At the University of Alabama at Birmingham (UAB) I found the perfect fit: the Center for Glial Biology in Medicine, which contained one of the largest groups of glial biologists in the US, and the Department of Neurology’s Center for Neurodegeneration and Experimental Therapeutics (CNET), to support my further understanding of glial cell contribution to neurodegeneration.

I started in an Instructor position with the goal of studying astrocytes and their contribution to Huntington’s Disease. Dr. David Standaert, who was the director of CNET (now chair of the department) and a clinician-scientist with expertise in movement disorders and neurodegenerative diseases encouraged me to apply for the NINDS K01 Career Development Award. The award was well-suited for my situation because I had a strong scientific background, an interesting research question, and was looking to get additional training in a new area—glial biology. Joining Dr. Standaert as my co-mentor was an expert in astrocyte biology, Dr. Vladimir Parpura. Together, they helped my science grow and taught me how to manage my new responsibilities including guiding students, staffing my laboratory, and expanding my research.

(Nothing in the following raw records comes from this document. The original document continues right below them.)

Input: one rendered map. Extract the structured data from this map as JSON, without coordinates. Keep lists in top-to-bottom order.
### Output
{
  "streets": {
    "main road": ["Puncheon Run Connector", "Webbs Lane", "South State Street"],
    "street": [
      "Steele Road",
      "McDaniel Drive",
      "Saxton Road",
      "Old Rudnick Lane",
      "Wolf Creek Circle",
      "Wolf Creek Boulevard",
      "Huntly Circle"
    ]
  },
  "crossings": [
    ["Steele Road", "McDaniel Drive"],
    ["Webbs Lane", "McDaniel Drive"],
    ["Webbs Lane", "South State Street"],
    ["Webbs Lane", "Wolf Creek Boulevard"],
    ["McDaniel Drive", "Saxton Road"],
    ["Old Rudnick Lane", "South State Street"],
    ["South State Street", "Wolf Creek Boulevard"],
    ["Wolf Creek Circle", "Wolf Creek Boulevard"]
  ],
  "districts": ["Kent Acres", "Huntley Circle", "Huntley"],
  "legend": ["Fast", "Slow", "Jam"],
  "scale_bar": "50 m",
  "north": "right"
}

After obtaining this award, I was promoted to a tenure-track Assistant Professor position. The K01 has helped me gain experience in a new field, to take classes, to be mentored by senior scientists, to participate in local and national conferences, and provided me with protected time for building my research program. The data that I gathered during the K01 served as preliminary data for my first R01, awarded in 2015. This preliminary data involved time-consuming studies (whose outcome was not guaranteed) to generate double transgenic mice—studies I might not have been able to do without the K funding. If I had been forced to focus on applying for funding and keeping my lab going, I wouldn’t have had time to learn the new skills that have been critical to my career development and progression. I am very grateful to the NIH for this opportunity and encourage others to take advantage of it.

Current Research


TIRF imaging of primary cortical astrocyte transfected with fluorescently tagged vGLUT3 to visualize vesicle movement

My primary research focus is clarifying the contribution of astrocytes, a type of brain cell, to the development of Huntington’s disease (HD). I use a mouse model of HD that I developed as a postdoctoral fellow to investigate whether decreasing expression of the mutant huntingtin gene in astrocytes can restore function to these mice. We have identified an improvement in motor and psychiatric-like symptoms and improvement in neuropathological signs. We are continuing our studies of astrocyte involvement in HD by exploring the effect of modulation of gliotransmitter release from astrocytes on HD signs and symptoms. The image shows TIRF imaging of primary cortical astrocyte transfected with fluorescently tagged vGLUT3 to visualize vesicle movement.